Akinmusire: You know, you can maybe name four or five of them and those happen by accident. So I wanted to address that challenge and I also wanted to address the challenge of endurance. So yeah, I’ve studied a lot of orchestration, a lot of scores, when I first started because I’ve always been a big Ravel fan, really into Ravel and how much sound he can get out of solo piano. It sounds so much bigger. A lot of stuff that we’re playing like track two, “Yessss,” that part where the bass, he’s actually playing sort of like the tenor voice and not the bass and the piano player is playing and I’m playing a sort of soprano voice, a top voice and it makes it sound a lot bigger because the base is down an octave on the second voice, so just little things like that. I have the piano doubling the trumpet and for some reason that makes it sound bigger. Because my sound is so dark and pianos are usually bright and when you put those two things together it sort of makes it a little bit bigger and also I can get a specific tuning. I like to tune to 442, 443 [Hz].

Rail: Oh! Okay.

Akinmusire: Yeah, because for me, it makes it a lot warmer, a lot bigger. It like sits on top of everything.

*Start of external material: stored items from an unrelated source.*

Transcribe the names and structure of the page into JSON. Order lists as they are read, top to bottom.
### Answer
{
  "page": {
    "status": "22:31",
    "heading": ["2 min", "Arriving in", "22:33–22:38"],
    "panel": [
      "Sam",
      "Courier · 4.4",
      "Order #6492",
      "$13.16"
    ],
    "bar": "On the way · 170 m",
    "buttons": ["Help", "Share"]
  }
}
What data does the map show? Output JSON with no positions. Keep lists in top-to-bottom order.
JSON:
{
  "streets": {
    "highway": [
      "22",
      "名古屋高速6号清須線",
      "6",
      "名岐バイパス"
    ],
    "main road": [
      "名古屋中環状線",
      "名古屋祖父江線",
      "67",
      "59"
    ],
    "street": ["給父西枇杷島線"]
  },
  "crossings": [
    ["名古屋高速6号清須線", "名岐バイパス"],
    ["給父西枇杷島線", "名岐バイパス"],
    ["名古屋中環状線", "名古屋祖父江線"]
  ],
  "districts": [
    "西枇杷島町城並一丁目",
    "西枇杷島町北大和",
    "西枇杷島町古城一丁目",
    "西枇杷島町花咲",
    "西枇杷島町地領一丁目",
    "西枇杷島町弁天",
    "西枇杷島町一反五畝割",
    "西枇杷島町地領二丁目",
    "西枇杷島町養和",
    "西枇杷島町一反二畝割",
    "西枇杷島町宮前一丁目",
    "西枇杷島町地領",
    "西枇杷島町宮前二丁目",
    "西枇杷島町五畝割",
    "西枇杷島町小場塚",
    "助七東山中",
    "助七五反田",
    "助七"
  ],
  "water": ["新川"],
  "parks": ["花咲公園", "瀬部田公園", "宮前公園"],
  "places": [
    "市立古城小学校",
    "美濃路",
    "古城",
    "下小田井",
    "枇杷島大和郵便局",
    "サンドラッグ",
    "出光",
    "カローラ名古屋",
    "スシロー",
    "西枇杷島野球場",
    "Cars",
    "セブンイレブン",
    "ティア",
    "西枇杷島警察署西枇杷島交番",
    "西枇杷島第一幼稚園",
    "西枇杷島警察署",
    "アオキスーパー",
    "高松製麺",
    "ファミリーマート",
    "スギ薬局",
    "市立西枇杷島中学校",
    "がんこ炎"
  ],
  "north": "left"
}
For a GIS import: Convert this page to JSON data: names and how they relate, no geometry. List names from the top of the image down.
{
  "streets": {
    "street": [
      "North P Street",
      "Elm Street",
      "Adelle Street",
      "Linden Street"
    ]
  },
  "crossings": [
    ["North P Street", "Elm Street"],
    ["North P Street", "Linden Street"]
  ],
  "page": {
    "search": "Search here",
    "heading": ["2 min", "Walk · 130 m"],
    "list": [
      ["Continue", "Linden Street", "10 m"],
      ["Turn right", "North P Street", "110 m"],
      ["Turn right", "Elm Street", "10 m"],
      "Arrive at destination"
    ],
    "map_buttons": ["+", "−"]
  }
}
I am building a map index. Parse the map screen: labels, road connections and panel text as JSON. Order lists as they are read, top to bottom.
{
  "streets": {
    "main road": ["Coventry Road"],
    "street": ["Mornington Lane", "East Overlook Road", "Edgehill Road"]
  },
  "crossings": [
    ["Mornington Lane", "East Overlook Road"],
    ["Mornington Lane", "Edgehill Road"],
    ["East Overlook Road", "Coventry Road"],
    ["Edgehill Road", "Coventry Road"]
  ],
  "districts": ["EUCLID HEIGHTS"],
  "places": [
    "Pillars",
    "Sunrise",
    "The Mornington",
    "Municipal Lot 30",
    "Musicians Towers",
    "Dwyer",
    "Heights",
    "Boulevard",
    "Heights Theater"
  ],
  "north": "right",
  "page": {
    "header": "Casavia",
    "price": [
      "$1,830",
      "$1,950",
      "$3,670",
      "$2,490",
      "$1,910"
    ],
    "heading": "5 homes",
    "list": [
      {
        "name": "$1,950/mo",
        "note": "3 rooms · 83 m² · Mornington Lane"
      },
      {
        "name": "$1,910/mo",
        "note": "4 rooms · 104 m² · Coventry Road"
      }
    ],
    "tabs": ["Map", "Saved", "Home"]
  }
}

Rail: But you keep the piano at the standard 440 tuning right?

Akinmusire: I keep the piano at the standard 440 and that’s where Europe is or a little bit higher. And when we go to Europe, I pull out a little bit, I mean I push in, make it a little bit sharp, I always want to be like a…

Rail: That’s what violinists who play in front of orchestras do a lot just to get that little separation.

Akinmusire: Exactly, so then when you have the piano that’s doubling it, there’s this little rub—it’s not enough to be unpleasant but it gives it a bigger sound.

Rail: It’s great to hear this. It’s fascinating to hear how closely you’re listening to exactly that, like “how do I get the sound that I want to get?” Very cool.

Akinmusire: Yeah trumpet quartet is no joke [laughter], it’s really hard.

Rail: Yeah, you know as a listener, it’s interesting you talk about the piano and the trumpet too because yes, you have a remarkably dark sound, but it seems to me, at least from my psychoacoustic perspective, you kind of darken the piano rather than the piano kind of brightening up your sound.

Akinmusire: Oh, that’s interesting.

Rail: It’s got a very sensual effect, you can really feel it, not just hear it.

Akinmusire: Yeah, well thank you! [Laughs]

Rail: Oh, well thank you [laughter]. I want to ask another thing too about the details of how you guys are making the music together because you’ll play one thing and it’s kind of a four-and-a-half-minute duration and the kind of thing that the listener has really been conditioned to expect in jazz, and then you’ll play a theme maybe 45 seconds and it’s over and you’ll go to something else. What is the thinking behind breaking up that experience?

Akinmusire: It’s just—how do you even say it? You know, I’m really into jiujitsu and if you’re wrestling or grappling with somebody, you don’t want to do the same moves for the same amount of time, you have to do fakes and all this other stuff to keep it interesting, to keep your position. So I kind of think of it like that; not only am I taking people on a ride, but I want to keep their interest. When a track stops, I want them to not know what the hell is coming but also be ready and down for anything that could come next. To maintain that excitement. I also want people to feel a lot, but I also don’t want to bang them over the head with stuff. If we’re talking about sequencing in the album, I want pauses, I want places where people can catch their breath and then I want to take it away and I want to control the way they’re breathing in the song, but I’m thinking about that in the composition and I’m also thinking about that in the larger scale in the sequencing of the album.

Rail: Right, right, yeah. You’re thinking in terms of setting up expectations and then delivering that satisfaction, but beyond just getting to the cadence and getting back to the top.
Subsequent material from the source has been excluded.